Sparse representations have emerged as powerful tools in signal processing theory, algorithms, and applications. However, real-world signal and image ensembles often exhibit rich structure beyond mere sparsity; for example, a natural image can be modeled as (approximately) tree-sparse in the wavelet domain. A general approach for capturing this type of additional structure is to model the signal of interest as belonging to a particular union-of-subspaces in the signal space. Such a modeling approach has proved to be beneficial in a number of applications including compression, denoising, and machine learning. However, enforcing prior structure often leads to more cumbersome and resource-intensive algorithms. This is undesirable in many scenarios where high-dimensional signal and image datasets are commonplace.

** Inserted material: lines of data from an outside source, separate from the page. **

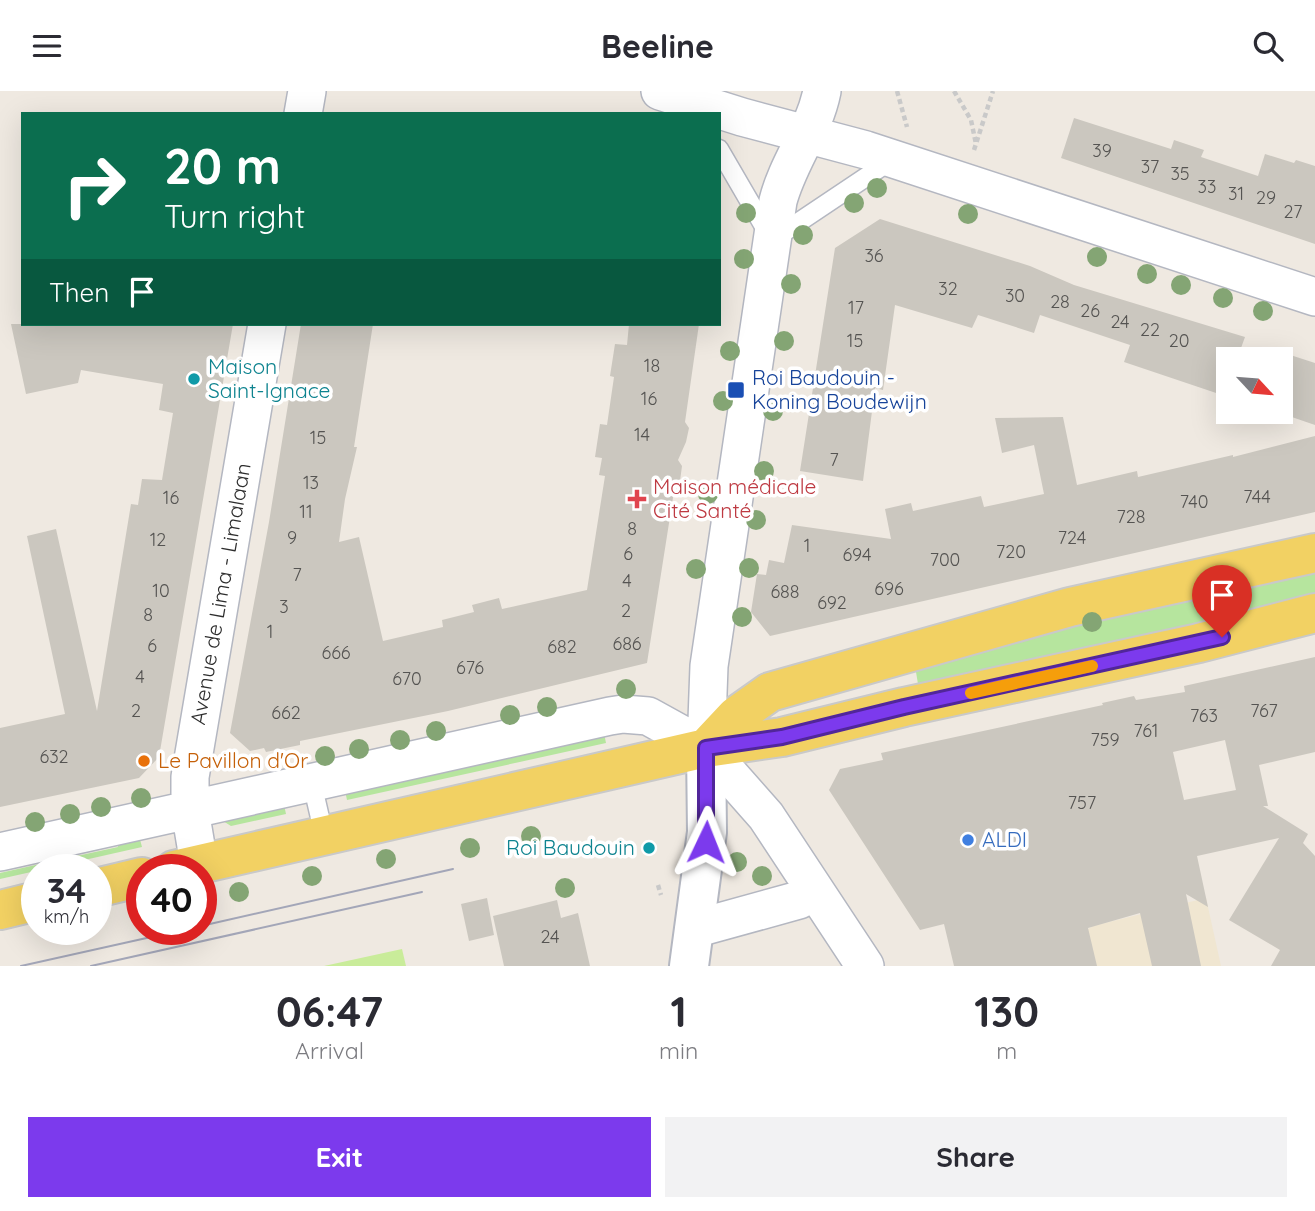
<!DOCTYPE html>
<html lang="en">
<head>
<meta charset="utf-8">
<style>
  :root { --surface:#fff; --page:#f2f2f3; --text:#2b2b33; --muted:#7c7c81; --accent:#7c3aed }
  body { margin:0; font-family:Quicksand,sans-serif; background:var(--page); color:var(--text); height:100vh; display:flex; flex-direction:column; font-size:26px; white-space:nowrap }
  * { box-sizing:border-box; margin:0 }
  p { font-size:23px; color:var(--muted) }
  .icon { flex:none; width:38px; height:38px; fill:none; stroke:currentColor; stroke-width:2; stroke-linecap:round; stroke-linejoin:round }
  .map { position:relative; height:875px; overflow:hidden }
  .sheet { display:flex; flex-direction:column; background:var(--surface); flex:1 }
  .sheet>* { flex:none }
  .banner { position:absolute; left:21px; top:21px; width:700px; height:214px; border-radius:0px; box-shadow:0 7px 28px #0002; background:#0b6e4f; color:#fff; overflow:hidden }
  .needle { width:46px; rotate:116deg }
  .fabs { position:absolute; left:1216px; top:256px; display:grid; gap:14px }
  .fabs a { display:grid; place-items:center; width:77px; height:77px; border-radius:0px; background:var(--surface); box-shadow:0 7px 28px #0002; font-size:35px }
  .speed { position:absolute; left:21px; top:763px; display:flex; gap:14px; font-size:35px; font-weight:700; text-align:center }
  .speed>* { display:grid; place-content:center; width:91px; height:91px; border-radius:50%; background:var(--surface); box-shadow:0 7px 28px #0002; line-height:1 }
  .speed small { font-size:18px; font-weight:400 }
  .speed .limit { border:10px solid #d22; background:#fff; color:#111 }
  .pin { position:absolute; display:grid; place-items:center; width:60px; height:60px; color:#fff; margin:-72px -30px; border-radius:50% 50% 50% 0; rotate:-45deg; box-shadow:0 0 7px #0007 }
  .pin .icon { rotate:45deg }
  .me { position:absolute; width:77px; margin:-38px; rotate:2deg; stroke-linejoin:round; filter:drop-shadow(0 0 5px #0008) }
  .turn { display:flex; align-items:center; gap:24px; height:147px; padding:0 28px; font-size:32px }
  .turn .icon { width:91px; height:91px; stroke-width:2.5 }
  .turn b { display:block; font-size:49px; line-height:60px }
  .then { display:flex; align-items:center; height:66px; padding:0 28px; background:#0003; gap:14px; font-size:26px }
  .eta { display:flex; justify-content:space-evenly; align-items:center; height:119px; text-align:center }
  .eta b { font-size:42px; font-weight:700; line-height:49px }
  .cta { display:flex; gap:14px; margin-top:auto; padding:14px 28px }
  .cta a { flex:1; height:80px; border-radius:0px; background:var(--accent); color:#fff; font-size:28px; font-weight:700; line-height:80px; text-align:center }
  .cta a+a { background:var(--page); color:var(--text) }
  header { display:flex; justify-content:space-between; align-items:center; height:91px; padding:0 28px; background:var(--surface); font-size:32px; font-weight:700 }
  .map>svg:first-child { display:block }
</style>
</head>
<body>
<header><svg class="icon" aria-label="menu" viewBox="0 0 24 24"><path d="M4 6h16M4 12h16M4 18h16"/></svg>Beeline<svg class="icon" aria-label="search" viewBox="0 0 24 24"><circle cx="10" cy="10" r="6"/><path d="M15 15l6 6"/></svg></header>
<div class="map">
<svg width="1315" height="875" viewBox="0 0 1315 875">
  <rect width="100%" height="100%" fill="#efe9e1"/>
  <path fill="#f0e6d1" d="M1206 807 1221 875H1030L1093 835Z"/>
  <path fill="#b6e59e" d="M1315 471V514L924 598 918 593 915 575Z
    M603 637 606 652 347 709 344 695 432 684 563 655Z
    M283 709 286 723 231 735 223 730Z
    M138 741 142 756 0 788V782L40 773 38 764 52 761 54 770 118 756 116 746Z"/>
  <path fill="#c9ec9a" d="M402 858 406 875H324Z"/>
  <path fill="#cbc7bf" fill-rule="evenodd" d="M1074 27 1171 58 1174 49 1204 59 1201 66 1258 85 1265 63 1294 72 1296 69 1315 75V153L1061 67Z
    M880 128 1030 175 1074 194 1245 246 1237 268H1228V306L1124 271 1130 254 1040 224 1034 242 978 224 972 237 895 214 883 299 875 297 863 390 800 380 835 157Z
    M11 233H233L159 666 139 687 0 716V637L65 623 27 445 56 438 97 620 131 413 138 414 142 388 162 389 173 322 159 319 163 293 81 279 78 292 26 303Z
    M301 233H373L354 356H357L345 408 339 451 359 446 383 550 443 536 442 529 474 521 472 514 499 507 502 518 587 499 605 385 599 384 602 367 595 366 600 333 607 334 614 286 610 285 615 253 627 254 629 233H699L685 331 689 337 686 351 678 369 682 375 680 390 675 394 647 572 448 620 300 650V654L266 661 264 657 250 660 230 642 269 431Z
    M1281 261 1315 272V334L1283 323Z
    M1063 326 1077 394 1137 380 1138 386 1233 364V366L1315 345V421L770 545 751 521 757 483 766 484 769 469 784 472 792 434 891 448 885 418 911 412 913 420 981 405 984 416 1044 403 1034 354 1002 362 995 327Z
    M1315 566V661L1259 674 1268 715H1263L1308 743 1303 752 1315 765V875H1271L1280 859 1229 829 1279 747 1197 765 1208 816 1186 803 1201 875H1152L1140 822 1088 837 1097 875H954L944 833 920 839 829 699 840 678 883 669 881 662 1103 614 1102 612 1134 605 1136 609 1185 601 1184 595ZM1225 649 1236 699 1184 709 1173 661Z
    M487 807 494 844 469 850 461 813Z
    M557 809 561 827 578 822 590 875H504L493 825Z"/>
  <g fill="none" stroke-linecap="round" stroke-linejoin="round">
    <g stroke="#b4b7c1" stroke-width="21">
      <path id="lane" d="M719 58 772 149 893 68
        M312 692 324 744"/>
    </g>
    <g stroke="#b4b7c1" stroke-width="40">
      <path id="street" d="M660 0 742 26 866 59 1315 206
        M303 23 307 0
        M706 657 709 575 778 110C788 71 814 40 822 0
        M0 761 610 625 623 623 648 625 706 657 766 725 865 875
        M199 773 190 719V686L267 233
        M694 838 799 809 815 800"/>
    </g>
    <g stroke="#b4b7c1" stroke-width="42">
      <path id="secondary" d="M689 875 707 741 706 657"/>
    </g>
    <g stroke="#c9c9c9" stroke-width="42">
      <path id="primary" d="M706 657 736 625 770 601 1070 516 1315 462
        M174 779 706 657 782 646 904 616 1199 552 1315 522
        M96 797 142 786
        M0 819 37 810"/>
    </g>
    <path stroke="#c9c9c9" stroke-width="4.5" stroke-dasharray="5 3.5" stroke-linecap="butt" d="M897 0 907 36
      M954 0 971 29 976 53
      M974 59 993 0
      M658 794 661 804"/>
    <use href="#lane" stroke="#fff" stroke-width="18"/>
    <use href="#street" stroke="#fff" stroke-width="37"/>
    <use href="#secondary" stroke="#fff" stroke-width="38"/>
    <use href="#primary" stroke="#f2d163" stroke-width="38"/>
    <path stroke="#a3a6b8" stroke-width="2" d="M201 835 453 778
      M21 875 187 838
      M91 875 422 801"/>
  </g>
  <g fill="#84a574">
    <circle cx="877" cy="97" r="10"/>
    <circle cx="854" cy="112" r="10"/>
    <circle cx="746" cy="122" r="10"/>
    <circle cx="968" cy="123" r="10"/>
    <circle cx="803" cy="144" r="10"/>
    <circle cx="1097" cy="166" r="10"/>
    <circle cx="744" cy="168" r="10"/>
    <circle cx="1147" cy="183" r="10"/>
    <circle cx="791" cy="193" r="10"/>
    <circle cx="1181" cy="194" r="10"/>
    <circle cx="1223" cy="207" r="10"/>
    <circle cx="1263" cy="220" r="10"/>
    <circle cx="784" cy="250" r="10"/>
    <circle cx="730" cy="260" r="10"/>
    <circle cx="723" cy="310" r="10"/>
    <circle cx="773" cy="320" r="10"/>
    <circle cx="764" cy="380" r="10"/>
    <circle cx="708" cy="403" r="10"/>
    <circle cx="756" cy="429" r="10"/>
    <circle cx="749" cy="477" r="10"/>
    <circle cx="696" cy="478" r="10"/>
    <circle cx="742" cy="526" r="10"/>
    <circle cx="1092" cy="531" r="10"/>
    <circle cx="626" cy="598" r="10"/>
    <circle cx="547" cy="616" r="10"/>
    <circle cx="510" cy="624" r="10"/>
    <circle cx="436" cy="640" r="10"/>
    <circle cx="400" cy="649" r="10"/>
    <circle cx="359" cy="658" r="10"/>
    <circle cx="325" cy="665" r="10"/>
    <circle cx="141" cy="707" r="10"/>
    <circle cx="101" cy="716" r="10"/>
    <circle cx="70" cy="723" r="10"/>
    <circle cx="35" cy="731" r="10"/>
    <circle cx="531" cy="745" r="10"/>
    <circle cx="470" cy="757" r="10"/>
    <circle cx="386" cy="768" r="10"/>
    <circle cx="737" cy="771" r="10"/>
    <circle cx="312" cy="785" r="10"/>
    <circle cx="762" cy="785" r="10"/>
    <circle cx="565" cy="797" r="10"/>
    <circle cx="239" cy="801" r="10"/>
  </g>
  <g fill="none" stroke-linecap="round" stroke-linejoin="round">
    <g stroke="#51269a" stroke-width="18">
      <path id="route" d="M706 751V657L782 646 904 616 1222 546"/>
    </g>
    <use href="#route" stroke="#7c3aed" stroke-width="12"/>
    <path stroke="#f59e0b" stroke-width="12" d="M971 602 1092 575"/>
  </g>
  <g fill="#0f9aa8" stroke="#fff" stroke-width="2.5">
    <circle cx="194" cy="288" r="7"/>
    <circle cx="649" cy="757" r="7"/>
  </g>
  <rect fill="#1a4fb4" stroke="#fff" stroke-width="2.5" x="727" y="290" width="18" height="18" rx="3.5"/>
  <path fill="#e0444e" stroke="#fff" stroke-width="2.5" d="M633.5 397.5h7v7h7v7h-7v7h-7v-7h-7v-7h7z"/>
  <circle fill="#e8710a" stroke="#fff" stroke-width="2.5" cx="144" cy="670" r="7"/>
  <circle fill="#3f7fe0" stroke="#fff" stroke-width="2.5" cx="968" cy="749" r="7"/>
  <g text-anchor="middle" stroke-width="7" stroke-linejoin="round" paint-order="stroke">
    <g font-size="18" fill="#555452">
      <text x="1102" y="66">39</text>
      <text x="1150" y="82">37</text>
      <text x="1180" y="89">35</text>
      <text x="1207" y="102">33</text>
      <text x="1236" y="109">31</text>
      <text x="1266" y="113">29</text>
      <text x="1293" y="127">27</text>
      <text x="874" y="171">36</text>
      <text x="948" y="204">32</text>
      <text x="1015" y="211">30</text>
      <text x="1060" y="217">28</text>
      <text x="856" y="223">17</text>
      <text x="1090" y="226">26</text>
      <text x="1120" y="237">24</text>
      <text x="1150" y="245">22</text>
      <text x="855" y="256">15</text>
      <text x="1179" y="256">20</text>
      <text x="652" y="281">18</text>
      <text x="649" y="314">16</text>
      <text x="642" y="350">14</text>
      <text x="318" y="353">15</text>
      <text x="834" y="375">7</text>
      <text x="311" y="398">13</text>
      <text x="1257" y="412">744</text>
      <text x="171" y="413">16</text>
      <text x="1194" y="417">740</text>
      <text x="306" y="427">11</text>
      <text x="1131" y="432">728</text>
      <text x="632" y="444">8</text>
      <text x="292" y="453">9</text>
      <text x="1072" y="453">724</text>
      <text x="158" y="455">12</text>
      <text x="807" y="461">1</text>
      <text x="1011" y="467">720</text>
      <text x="628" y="469">6</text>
      <text x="857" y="470">694</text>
      <text x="945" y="475">700</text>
      <text x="297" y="490">7</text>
      <text x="627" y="496">4</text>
      <text x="889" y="504">696</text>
      <text x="161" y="506">10</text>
      <text x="785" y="507">688</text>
      <text x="832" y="518">692</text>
      <text x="284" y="522">3</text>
      <text x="626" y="526">2</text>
      <text x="148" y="530">8</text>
      <text x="270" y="547">1</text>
      <text x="627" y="559">686</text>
      <text x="152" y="561">6</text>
      <text x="562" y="562">682</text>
      <text x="336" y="568">666</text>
      <text x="470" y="583">676</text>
      <text x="140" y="592">4</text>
      <text x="407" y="594">670</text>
      <text x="136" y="626">2</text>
      <text x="1264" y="626">767</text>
      <text x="286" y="628">662</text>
      <text x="1204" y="631">763</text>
      <text x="1146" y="646">761</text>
      <text x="1105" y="655">759</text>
      <text x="54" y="672">632</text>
      <text x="1082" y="718">757</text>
      <text x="550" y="852">24</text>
    </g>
    <g font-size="21" fill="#0d838f" stroke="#fff" text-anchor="start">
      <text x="208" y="283">Maison<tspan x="208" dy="24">Saint-Ignace</tspan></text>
      <text x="635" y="764" text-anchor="end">Roi Baudouin</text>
    </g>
    <g font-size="21" fill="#164399" stroke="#fff" text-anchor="start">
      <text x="752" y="294">Roi Baudouin -<tspan x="752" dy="24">Koning Boudewijn</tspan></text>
    </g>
    <g font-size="21" fill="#be3a42" stroke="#fff" text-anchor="start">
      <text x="653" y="403">Maison médicale<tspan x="653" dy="24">Cité Santé</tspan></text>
    </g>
    <g font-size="21" fill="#2e2e2e" stroke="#fff">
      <text transform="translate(221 503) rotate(-80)" y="7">Avenue de Lima - Limalaan</text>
    </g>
    <g font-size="21" fill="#c56008" stroke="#fff" text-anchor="start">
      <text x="158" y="677">Le Pavillon d'Or</text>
    </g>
    <g font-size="21" fill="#366cbe" stroke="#fff" text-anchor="start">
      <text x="982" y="756">ALDI</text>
    </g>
  </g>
</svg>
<div class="fabs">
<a><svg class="needle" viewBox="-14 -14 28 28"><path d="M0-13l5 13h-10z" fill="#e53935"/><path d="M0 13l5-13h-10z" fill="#7c7c81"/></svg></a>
</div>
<div class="speed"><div>34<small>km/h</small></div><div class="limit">40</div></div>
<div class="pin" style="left:1222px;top:546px;background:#d93025"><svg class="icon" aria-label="arrive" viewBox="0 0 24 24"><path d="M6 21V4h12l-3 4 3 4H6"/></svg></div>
<svg class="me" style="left:706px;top:751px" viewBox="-20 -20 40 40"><path d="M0-17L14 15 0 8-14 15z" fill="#7c3aed" stroke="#fff" stroke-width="4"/></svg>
<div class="banner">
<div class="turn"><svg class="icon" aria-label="right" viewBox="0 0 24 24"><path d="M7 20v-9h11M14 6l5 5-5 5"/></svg><div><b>20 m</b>Turn right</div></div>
<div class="then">Then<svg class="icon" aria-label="arrive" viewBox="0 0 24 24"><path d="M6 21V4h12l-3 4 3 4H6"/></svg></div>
</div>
</div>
<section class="sheet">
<div class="eta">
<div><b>06:47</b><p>Arrival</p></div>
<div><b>1</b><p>min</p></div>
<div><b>130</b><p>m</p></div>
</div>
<div class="cta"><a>Exit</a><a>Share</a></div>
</section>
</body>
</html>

In this talk, I will outline some of our recent efforts towards building highly efficient algorithms for structured sparse modeling. Interestingly, our algorithms borrow several elements from combinatorial optimization, graph theory, and approximation algorithms, and are in some sense fundamentally non-convex. Despite this feature, our algorithms enjoy a (nearly) linear running time thereby enabling their applicability to very large datasets. In particular, I will show that our methods lead to the first nearly-linear time algorithms for stable compressive sensing recovery of signals and images which are tree-sparse in the wavelet-domain, as well as their generalizations.
Joint work with Chinmay Hegde and Ludwig Schmidt.